=== Begin Enclosure ===

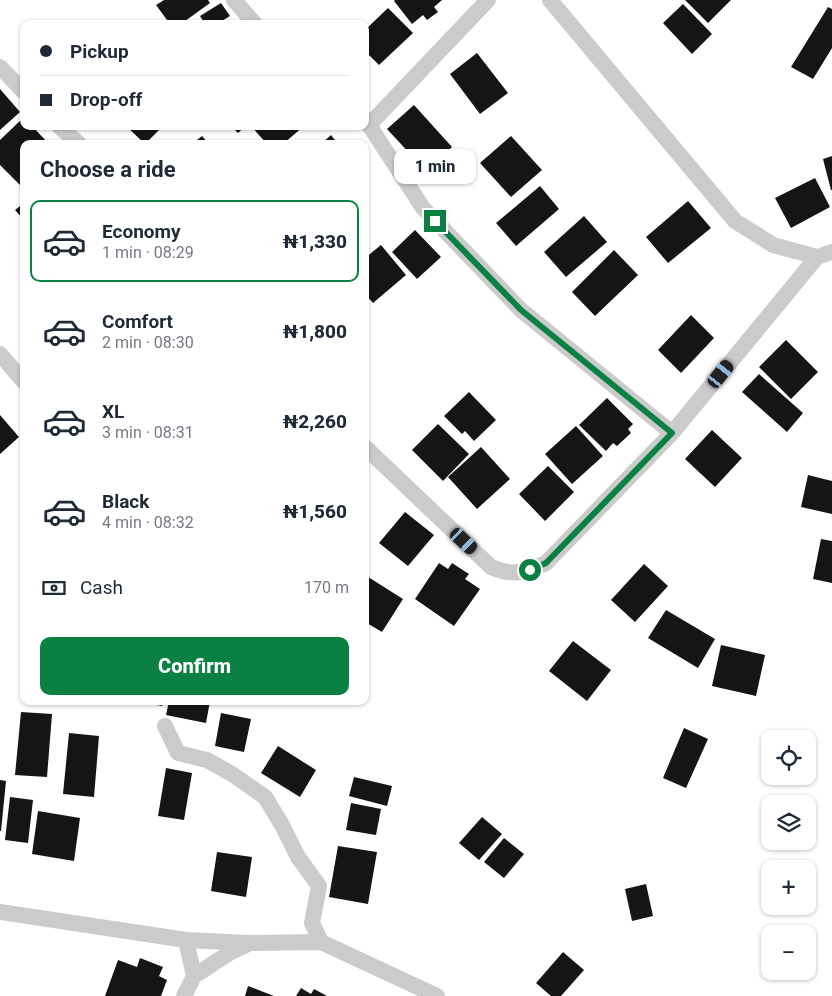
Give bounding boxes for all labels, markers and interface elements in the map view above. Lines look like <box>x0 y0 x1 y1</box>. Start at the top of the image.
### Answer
text: Pickup <box>70 40 129 63</box>
text: Drop-off <box>70 88 142 111</box>
callout: 1 min <box>394 148 476 184</box>
text: Choose a ride <box>40 157 176 182</box>
text: 1 min <box>415 157 455 176</box>
route end <box>424 210 446 232</box>
icon: car <box>42 219 87 264</box>
text: Economy <box>102 220 181 243</box>
text: ₦1,330 <box>283 230 347 253</box>
text: 1 min · 08:29 <box>102 243 194 262</box>
icon: car <box>42 309 87 354</box>
text: Comfort <box>102 310 173 333</box>
text: ₦1,800 <box>283 320 347 343</box>
text: 2 min · 08:30 <box>102 333 194 352</box>
car <box>705 358 736 390</box>
icon: car <box>42 399 87 444</box>
text: XL <box>102 400 124 423</box>
text: ₦2,260 <box>283 410 347 433</box>
text: 3 min · 08:31 <box>102 423 194 442</box>
icon: car <box>42 489 87 534</box>
text: Black <box>102 490 149 513</box>
text: ₦1,560 <box>283 500 347 523</box>
text: 4 min · 08:32 <box>102 513 194 532</box>
car <box>447 525 480 557</box>
route start <box>519 559 541 581</box>
icon: cash <box>40 574 68 602</box>
text: Cash <box>80 576 123 599</box>
text: 170 m <box>304 578 349 597</box>
button: Confirm <box>40 637 349 695</box>
map controls <box>761 730 816 980</box>
button: locate <box>761 730 816 785</box>
button: layers <box>761 795 816 850</box>
button: + <box>761 860 816 915</box>
button: − <box>761 925 816 980</box>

=== End Enclosure ===

▶ **TASK TO CARRY OUT**
Reply with nothing but the number of lines in the data above that contain "button".

▶ **ANSWER SPACE**
5